The metric recorded a percentage below investors’ expectations and was mostly one of the reasons Bitcoin saw a quick recovery. However, it stood at a 40 year high suggesting the issue will remain a priority for financial institutions across 2022.
As seen below, individual inflation data paints a different picture with many sectors reaching double digits for their year-over-year periods. This includes medical care with 37.3%, transportation with 21%, and energy with 29.3%.
The whole inflation misery in one chart! US inflation of 7% is highest since 1980s. Monthly price increases come in higher than expected. Used cars, food, clothing drive price gains. (Chart via @MOstwald1) pic.twitter.com/mJOCun6UOK
— Holger Zschaepitz (@Schuldensuehner) January 12, 2022
Inflation has caused the U.S. Federal Reserve and its Chairman Jerome Powell to hint at tapering and an increase in interest rates.
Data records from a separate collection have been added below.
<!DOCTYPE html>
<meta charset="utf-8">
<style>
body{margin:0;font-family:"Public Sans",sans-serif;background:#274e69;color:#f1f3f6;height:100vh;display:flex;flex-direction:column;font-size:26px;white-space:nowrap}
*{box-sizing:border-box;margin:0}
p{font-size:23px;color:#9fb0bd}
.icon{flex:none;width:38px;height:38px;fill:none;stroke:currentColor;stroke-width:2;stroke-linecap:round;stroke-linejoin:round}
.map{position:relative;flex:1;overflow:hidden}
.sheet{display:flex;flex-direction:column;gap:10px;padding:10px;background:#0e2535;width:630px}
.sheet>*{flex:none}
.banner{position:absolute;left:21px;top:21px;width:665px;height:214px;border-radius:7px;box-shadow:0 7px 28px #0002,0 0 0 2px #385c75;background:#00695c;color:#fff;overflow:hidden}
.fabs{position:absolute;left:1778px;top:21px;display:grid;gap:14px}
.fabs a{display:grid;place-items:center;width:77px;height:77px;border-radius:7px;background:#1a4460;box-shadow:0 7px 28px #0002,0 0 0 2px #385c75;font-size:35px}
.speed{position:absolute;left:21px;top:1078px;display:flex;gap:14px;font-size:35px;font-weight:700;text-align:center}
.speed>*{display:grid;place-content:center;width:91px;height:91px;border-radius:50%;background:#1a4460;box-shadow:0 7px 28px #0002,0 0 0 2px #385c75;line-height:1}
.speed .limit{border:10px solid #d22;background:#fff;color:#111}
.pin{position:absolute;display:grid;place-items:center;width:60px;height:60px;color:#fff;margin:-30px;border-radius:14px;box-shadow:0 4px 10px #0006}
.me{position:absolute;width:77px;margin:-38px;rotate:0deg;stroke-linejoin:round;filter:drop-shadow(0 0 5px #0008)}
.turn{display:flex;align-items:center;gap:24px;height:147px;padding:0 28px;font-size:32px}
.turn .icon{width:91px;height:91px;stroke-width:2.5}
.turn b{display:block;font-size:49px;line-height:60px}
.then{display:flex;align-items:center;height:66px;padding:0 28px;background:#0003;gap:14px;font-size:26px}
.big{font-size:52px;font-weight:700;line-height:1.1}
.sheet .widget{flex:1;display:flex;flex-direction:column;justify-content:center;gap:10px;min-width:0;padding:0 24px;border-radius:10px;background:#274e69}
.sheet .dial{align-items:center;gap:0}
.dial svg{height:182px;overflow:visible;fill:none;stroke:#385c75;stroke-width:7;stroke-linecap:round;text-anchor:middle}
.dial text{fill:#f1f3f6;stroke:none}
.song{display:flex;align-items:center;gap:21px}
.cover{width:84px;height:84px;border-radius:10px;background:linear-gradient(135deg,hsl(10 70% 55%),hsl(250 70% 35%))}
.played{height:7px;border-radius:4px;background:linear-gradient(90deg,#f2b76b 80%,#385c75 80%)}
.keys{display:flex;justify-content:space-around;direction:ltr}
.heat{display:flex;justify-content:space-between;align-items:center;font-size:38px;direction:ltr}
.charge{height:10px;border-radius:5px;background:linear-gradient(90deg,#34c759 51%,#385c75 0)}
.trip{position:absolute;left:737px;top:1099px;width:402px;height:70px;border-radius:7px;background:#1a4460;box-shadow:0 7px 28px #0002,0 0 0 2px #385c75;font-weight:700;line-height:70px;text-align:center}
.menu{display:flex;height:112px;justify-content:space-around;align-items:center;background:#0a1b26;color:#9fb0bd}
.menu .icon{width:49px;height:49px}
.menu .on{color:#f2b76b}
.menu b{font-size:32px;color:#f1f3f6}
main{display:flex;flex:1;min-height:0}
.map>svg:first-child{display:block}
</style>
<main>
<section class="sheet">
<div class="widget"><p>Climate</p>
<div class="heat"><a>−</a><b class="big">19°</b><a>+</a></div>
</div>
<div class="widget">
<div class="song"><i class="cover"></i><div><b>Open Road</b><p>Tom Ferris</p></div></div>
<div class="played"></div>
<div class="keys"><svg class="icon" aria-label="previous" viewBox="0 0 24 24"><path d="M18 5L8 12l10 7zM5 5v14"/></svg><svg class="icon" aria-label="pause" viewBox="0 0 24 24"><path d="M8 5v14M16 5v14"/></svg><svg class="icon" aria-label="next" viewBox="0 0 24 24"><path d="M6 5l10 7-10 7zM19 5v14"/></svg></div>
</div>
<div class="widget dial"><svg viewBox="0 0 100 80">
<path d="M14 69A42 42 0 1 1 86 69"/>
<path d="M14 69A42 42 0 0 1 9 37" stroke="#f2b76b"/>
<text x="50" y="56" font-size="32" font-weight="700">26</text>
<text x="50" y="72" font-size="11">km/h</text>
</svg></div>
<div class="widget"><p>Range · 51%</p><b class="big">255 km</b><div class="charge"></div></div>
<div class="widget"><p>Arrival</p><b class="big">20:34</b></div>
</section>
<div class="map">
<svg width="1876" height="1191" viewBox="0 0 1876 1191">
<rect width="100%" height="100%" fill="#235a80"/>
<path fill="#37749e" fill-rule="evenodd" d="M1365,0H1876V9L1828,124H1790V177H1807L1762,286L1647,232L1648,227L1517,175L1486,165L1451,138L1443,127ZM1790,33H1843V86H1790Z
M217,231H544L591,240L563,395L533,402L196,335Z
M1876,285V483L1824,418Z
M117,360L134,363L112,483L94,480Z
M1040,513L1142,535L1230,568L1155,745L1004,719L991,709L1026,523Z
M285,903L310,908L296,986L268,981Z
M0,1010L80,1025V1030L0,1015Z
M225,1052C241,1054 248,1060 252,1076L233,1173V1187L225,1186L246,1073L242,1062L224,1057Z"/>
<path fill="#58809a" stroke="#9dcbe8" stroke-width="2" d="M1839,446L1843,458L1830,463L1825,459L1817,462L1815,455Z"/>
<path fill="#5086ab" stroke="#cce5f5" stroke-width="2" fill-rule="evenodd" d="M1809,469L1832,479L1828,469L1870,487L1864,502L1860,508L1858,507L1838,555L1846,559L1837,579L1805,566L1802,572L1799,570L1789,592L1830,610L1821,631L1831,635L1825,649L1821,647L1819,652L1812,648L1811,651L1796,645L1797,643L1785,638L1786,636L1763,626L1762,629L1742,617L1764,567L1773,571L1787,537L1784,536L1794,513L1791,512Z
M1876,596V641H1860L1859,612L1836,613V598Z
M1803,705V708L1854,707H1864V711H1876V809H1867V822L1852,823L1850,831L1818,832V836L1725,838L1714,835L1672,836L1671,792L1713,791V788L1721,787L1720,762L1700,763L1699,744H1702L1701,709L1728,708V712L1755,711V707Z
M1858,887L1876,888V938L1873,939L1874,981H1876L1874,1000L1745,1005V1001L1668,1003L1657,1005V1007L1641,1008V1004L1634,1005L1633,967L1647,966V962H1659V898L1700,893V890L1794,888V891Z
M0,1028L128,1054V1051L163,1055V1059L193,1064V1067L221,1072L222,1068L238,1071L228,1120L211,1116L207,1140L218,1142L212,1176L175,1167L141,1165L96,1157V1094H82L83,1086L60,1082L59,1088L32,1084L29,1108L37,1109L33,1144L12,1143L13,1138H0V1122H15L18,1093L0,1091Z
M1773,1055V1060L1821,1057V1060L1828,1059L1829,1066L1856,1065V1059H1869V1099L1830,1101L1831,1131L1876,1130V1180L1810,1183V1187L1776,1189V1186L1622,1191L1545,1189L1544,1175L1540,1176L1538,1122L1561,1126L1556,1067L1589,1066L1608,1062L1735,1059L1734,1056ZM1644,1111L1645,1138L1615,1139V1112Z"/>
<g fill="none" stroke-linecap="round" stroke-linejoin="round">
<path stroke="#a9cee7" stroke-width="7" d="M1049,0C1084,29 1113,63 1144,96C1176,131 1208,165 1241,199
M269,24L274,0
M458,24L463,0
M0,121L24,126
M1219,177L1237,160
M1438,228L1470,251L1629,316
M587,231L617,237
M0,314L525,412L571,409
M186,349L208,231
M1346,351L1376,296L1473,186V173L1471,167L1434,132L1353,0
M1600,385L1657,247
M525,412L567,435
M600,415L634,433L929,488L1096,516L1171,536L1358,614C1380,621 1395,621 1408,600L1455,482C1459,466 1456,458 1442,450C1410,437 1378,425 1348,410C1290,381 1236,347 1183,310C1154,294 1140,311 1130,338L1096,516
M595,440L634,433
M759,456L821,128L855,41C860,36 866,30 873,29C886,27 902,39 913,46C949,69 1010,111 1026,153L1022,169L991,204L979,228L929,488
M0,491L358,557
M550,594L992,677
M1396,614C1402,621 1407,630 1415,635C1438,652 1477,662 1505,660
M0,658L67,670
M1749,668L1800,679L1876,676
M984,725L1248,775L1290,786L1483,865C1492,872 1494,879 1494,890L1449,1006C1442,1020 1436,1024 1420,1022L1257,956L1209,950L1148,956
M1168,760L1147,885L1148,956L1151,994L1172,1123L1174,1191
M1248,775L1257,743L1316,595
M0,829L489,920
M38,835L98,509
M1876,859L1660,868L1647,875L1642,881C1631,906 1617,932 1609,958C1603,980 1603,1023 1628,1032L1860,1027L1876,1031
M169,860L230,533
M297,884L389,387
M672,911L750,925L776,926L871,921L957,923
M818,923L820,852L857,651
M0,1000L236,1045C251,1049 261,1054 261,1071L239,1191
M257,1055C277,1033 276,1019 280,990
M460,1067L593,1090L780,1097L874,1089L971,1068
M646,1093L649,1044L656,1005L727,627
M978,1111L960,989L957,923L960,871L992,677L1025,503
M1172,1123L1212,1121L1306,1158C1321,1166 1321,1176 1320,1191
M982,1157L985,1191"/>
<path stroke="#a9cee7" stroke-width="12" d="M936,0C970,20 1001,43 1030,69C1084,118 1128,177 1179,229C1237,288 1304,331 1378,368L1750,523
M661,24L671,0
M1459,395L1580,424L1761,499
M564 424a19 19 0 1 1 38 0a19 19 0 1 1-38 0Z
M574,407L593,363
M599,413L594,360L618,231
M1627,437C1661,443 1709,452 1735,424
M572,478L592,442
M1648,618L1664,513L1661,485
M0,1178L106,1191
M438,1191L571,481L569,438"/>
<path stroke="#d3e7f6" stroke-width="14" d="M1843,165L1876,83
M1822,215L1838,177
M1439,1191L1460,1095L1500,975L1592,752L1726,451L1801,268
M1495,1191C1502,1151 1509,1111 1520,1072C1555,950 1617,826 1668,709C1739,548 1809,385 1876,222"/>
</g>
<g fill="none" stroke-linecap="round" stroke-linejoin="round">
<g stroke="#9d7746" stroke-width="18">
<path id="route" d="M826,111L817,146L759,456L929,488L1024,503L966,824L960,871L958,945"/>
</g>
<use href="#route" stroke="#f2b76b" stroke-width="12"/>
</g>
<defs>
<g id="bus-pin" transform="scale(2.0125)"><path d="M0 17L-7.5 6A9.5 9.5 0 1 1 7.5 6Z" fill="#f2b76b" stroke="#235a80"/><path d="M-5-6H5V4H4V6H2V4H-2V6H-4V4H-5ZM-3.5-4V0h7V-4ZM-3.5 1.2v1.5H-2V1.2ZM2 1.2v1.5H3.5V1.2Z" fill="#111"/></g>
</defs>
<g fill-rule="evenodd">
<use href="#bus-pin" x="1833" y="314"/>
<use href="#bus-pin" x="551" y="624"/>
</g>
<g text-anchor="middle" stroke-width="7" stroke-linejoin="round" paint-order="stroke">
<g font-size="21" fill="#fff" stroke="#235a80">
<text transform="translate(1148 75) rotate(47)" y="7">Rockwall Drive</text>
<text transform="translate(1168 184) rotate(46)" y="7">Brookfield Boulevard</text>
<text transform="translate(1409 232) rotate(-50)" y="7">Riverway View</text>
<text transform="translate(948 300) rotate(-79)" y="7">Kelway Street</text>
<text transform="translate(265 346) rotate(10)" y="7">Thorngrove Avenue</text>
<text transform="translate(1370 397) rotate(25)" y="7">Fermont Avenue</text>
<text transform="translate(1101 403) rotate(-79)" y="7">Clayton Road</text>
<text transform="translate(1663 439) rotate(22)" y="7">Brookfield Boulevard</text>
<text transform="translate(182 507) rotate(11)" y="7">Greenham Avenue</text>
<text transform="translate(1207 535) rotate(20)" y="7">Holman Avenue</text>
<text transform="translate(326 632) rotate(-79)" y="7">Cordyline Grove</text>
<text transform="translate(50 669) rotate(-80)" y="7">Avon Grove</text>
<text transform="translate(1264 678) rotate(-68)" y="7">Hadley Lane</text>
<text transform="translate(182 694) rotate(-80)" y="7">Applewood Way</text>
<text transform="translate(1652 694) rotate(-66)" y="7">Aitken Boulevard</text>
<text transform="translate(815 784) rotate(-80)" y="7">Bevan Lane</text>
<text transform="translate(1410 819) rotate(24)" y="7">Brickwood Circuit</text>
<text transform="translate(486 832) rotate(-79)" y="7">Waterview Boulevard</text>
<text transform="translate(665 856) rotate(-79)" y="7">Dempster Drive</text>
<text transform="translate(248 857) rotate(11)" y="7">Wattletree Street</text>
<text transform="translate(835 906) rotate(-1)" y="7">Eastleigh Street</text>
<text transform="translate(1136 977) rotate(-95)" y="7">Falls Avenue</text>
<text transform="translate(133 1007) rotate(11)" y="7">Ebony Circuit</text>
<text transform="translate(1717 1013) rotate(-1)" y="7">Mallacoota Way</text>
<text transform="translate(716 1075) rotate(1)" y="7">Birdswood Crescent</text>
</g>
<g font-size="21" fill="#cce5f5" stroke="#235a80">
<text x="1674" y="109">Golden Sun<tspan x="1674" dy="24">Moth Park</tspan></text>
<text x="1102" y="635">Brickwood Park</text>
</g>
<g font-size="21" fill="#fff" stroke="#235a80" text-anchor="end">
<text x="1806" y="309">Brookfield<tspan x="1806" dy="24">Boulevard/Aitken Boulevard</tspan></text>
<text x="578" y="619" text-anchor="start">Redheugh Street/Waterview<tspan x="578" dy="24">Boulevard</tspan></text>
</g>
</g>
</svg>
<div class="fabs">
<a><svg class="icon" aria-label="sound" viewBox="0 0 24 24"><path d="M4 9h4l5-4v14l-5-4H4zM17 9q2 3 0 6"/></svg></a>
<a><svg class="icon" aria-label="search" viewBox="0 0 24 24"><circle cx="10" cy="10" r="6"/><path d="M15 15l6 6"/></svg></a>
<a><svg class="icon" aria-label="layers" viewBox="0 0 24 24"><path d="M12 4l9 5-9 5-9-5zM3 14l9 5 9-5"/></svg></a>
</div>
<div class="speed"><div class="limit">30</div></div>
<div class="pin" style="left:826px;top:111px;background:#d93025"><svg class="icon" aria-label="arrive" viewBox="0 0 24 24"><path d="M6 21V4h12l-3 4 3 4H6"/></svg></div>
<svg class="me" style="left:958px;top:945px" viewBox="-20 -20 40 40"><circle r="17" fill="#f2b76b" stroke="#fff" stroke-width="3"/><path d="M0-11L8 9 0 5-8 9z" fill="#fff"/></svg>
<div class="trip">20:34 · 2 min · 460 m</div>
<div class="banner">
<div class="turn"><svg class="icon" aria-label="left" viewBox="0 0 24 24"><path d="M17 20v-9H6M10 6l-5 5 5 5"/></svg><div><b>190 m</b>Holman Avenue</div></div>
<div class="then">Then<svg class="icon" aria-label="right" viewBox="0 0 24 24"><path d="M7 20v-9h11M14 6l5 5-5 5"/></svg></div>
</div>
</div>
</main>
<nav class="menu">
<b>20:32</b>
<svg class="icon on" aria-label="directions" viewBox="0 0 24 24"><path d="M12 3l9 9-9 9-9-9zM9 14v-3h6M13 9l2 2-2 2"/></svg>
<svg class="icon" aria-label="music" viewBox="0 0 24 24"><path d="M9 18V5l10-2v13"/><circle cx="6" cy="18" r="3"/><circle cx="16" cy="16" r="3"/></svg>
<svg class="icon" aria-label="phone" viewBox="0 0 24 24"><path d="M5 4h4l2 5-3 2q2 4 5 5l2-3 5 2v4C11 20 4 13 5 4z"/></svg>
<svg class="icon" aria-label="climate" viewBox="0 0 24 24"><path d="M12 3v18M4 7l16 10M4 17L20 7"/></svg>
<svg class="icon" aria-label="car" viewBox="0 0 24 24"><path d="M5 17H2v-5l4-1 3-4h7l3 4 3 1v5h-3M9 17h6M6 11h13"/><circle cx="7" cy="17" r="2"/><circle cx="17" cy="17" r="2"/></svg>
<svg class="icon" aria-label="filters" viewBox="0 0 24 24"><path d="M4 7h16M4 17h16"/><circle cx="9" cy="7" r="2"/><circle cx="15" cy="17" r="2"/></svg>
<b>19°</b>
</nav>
At the moment, inflation fears have been reduced, but could soon return to justify a shift in the financial institution’s monetary policy. According to Yuya Hasegawa, analyst for bitbank:
(…) if the CPI and PPI turn out to be higher than the market expects, they could rekindle inflation fear and, in turn, also justify the first-rate hike as early as this March. According to the CME’s FedWatch, almost 70% of the market participants are expecting the March rate hike, so bitcoin may be able to defend $40k in case of another sell-off, but it certainly is not the time for optimism in the short run.
Bitcoin, More Blood In The Short Term?
Therefore, the analyst believes $44,000 to $48,000 to operate as short-term important resistance levels. A break above the latter could push Bitcoin to the high of its current range, near $50,000, otherwise, the crypto could re-visit the lows, as it has been moving over the past weeks.
Data from Material Indicators indicates very little support for Bitcoin below its current levels. Over $12 million in bid orders are stacked in the $39,000 to $40,000, with around the same amount in ask orders around the $44,000 to $45,000 area.
This goes to show the uncertainty in the market, but with Bitcoin still holding on to some bullish price action. If the inflation metrics in the U.S. continue to trend to the downside or below investors’ expectations, the first crypto could resume its upside trend with more strength in the coming months.
Jan Wüstenfeld, analyst for CryptoQuant, wrote the following on the CPI and its potential impact on BTC’s price in the long term:
(…) if it (inflation) continues coming down in the next months this would be the perfect excuse for the FED to reverse its hawkish stance, which would be bullish for Bitcoin.